The Australian Government has cancelled Novak Djokovic’s visa for a second time, saying the world tennis No. 1, who is unvaccinated for COVID-19, may pose a risk to the community. The following story is drawn from reporting in the Telegraph.
Immigration Minister Alex Hawke used discretionary powers to again cancel Djokovic’s visa. Here is his statement in full:
Today I exercised my power under section 133C(3) of the Migration Act to cancel the visa held by Mr Novak Djokovic on health and good order grounds, on the basis that it was in the public interest to do so.
This decision followed orders by the Federal Circuit and Family Court on Jan 10th, 2022, quashing a prior cancellation decision on procedural fairness grounds.
In making this decision, I carefully considered information provided to me by the Department of Home Affairs, the Australian Border Force and Mr Djokovic.
The Morrison Government is firmly committed to protecting Australia’s borders, particularly in relation to the COVID-19 pandemic.
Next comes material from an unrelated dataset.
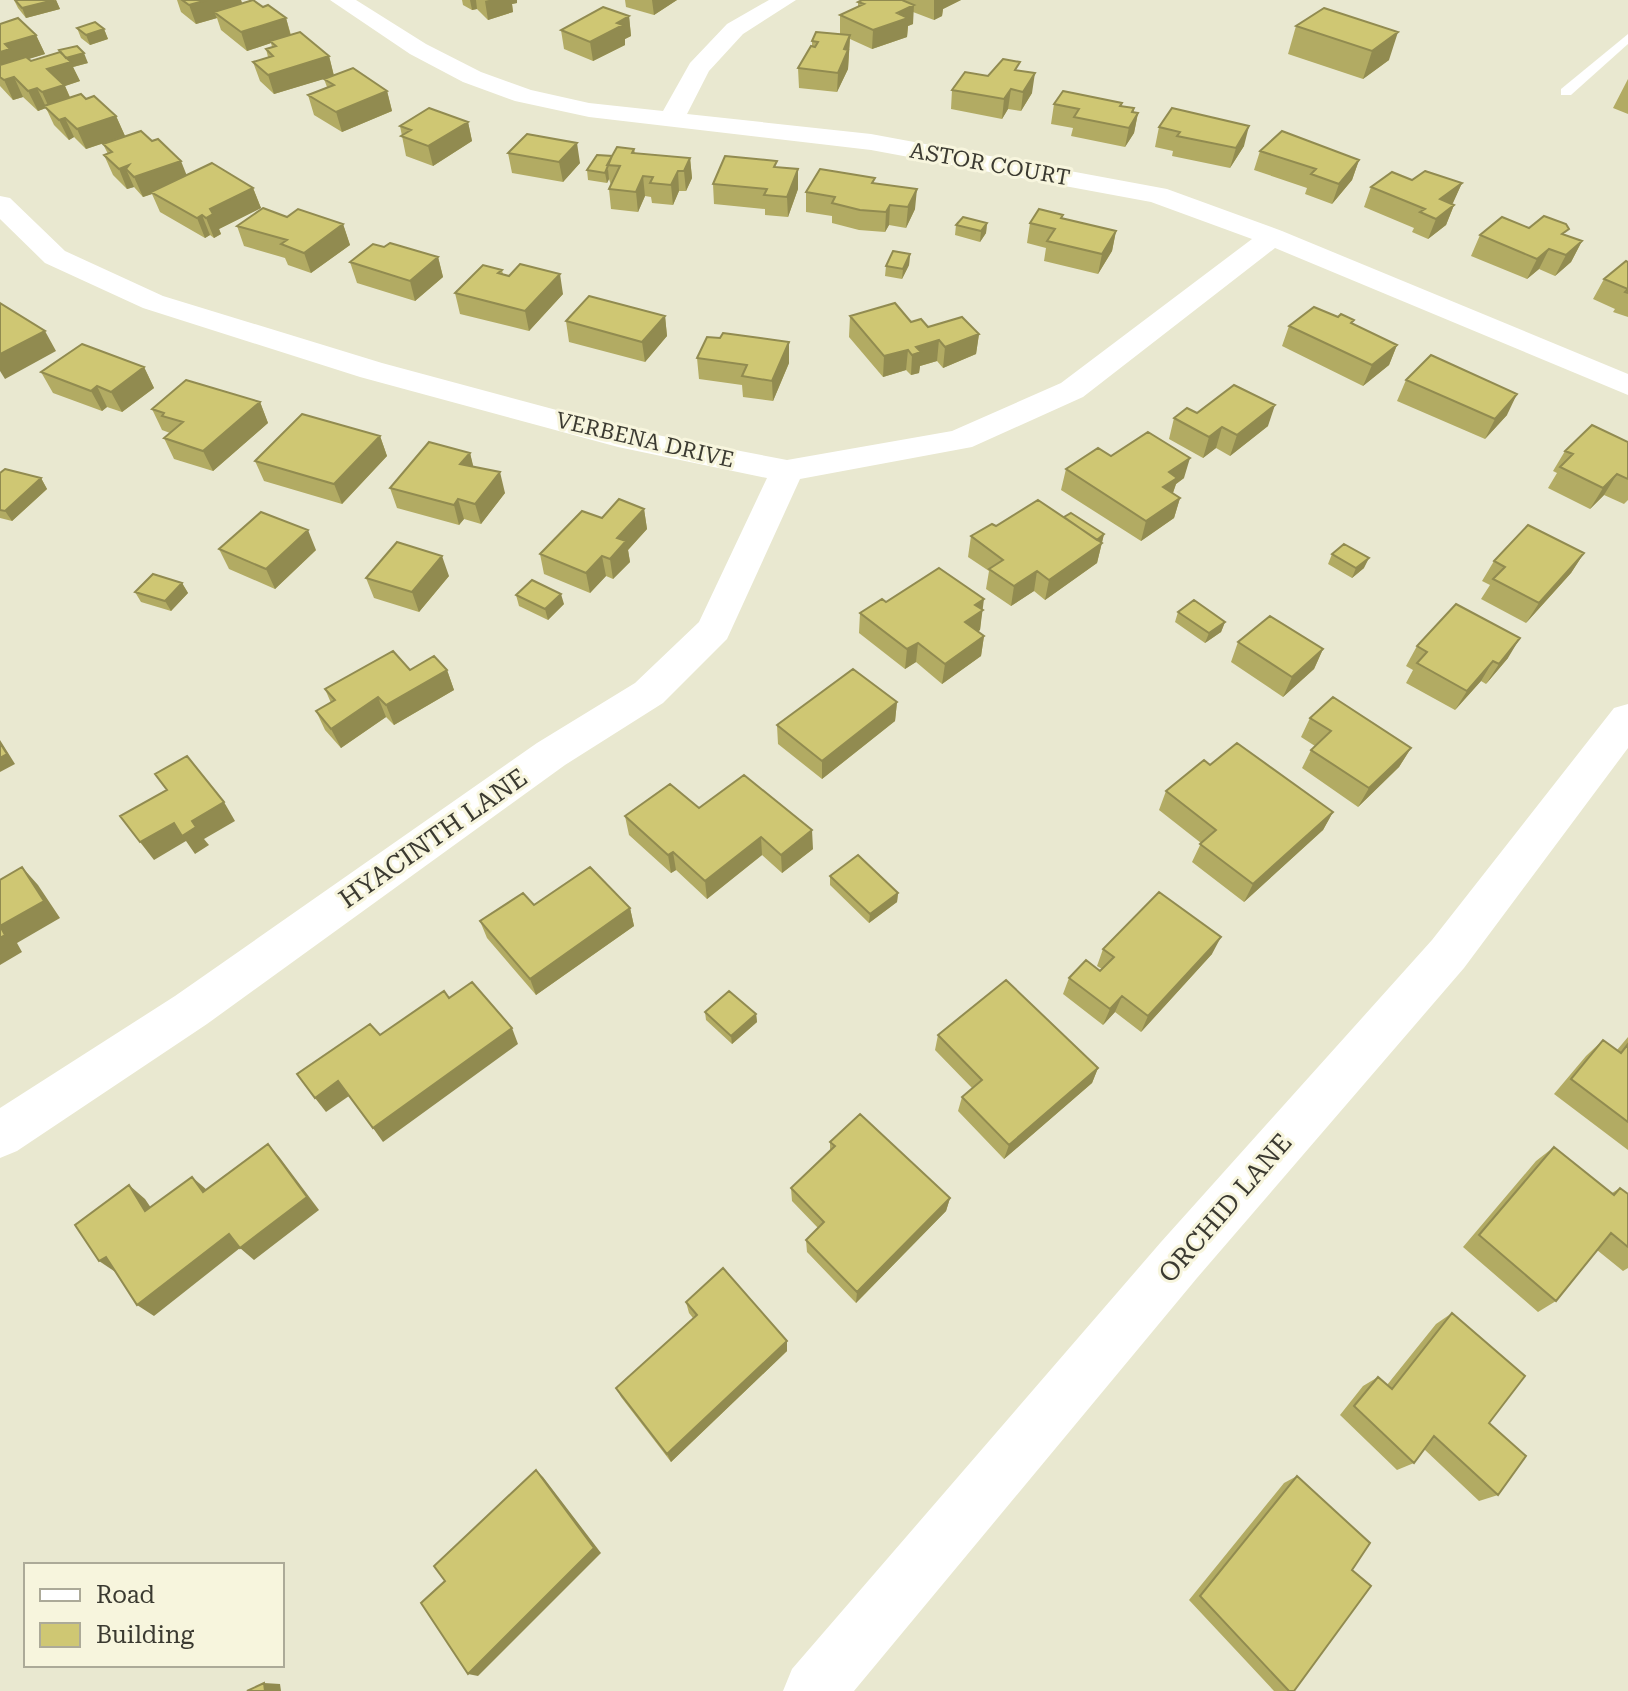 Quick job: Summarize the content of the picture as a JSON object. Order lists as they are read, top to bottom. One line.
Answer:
{"streets":{"street":["ASTOR COURT","VERBENA DRIVE","HYACINTH LANE","ORCHID LANE"]},"crossings":[["ASTOR COURT","VERBENA DRIVE"],["VERBENA DRIVE","HYACINTH LANE"]],"legend":["Road","Building"]} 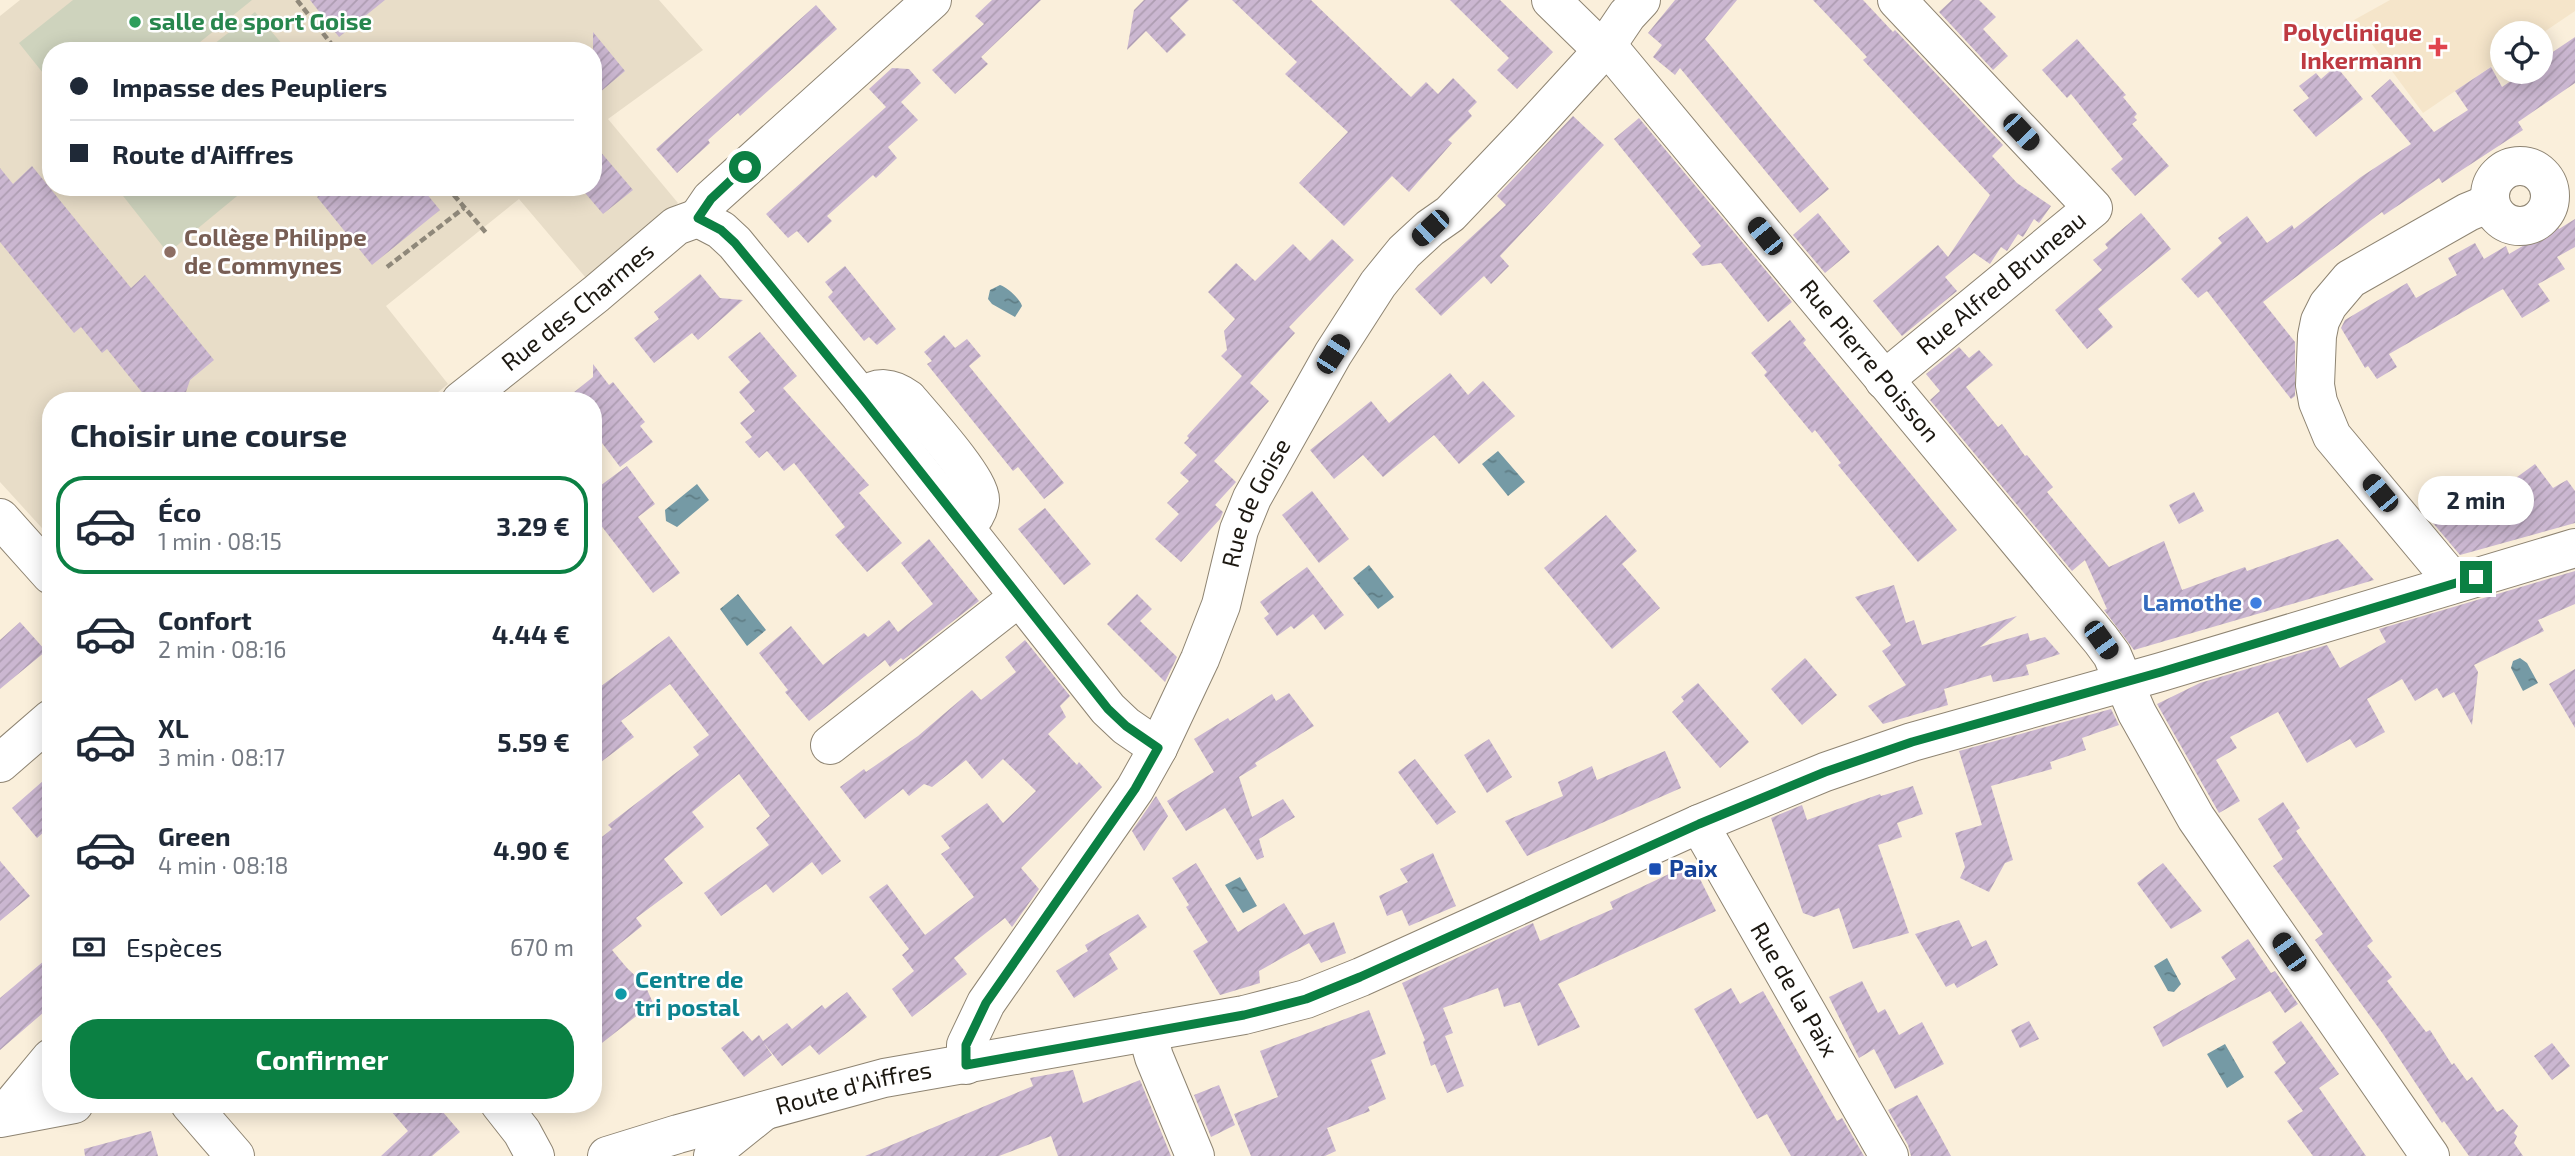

I thank the officers of the Department of Home Affairs and the Australian Border Force who work every day to serve Australia’s interest in increasingly challenging operational environments.
Novak Djokovic arrived in Melbourne airport on January 5th claiming a vaccine exemption because of a positive PCR test result on December 16th. Border agents rejected his exemption, saying a recent infection was an insufficient justification, cancelled his visa and placed him in a detention centre. Djokovic went to court and a judge overturned the visa decision on procedural grounds because border officials at the airport failed to give him the agreed time to respond.
However, on the day of his claimed positive test in Serbia, he is known to have attended a ceremony to honour him with stamps bearing his image. The next day he attended a youth tennis event, not wearing a mask at either event. He has also admitted to a mistake on his Australian travel declaration, in which a box was ticked indicating that he had not, or would not, travel in the 14 days before flying to Melbourne. Social media posts and reports show him flying from Serbia to Spain during that period.
Prime Minister Scott Morrison has said the sacrifices made by Australians during the pandemic must be respected.
The pandemic has been incredibly difficult for every Australian but we have stuck together and saved lives and livelihoods. Australians have made many sacrifices during this pandemic, and they rightly expect the result of those sacrifices to be protected.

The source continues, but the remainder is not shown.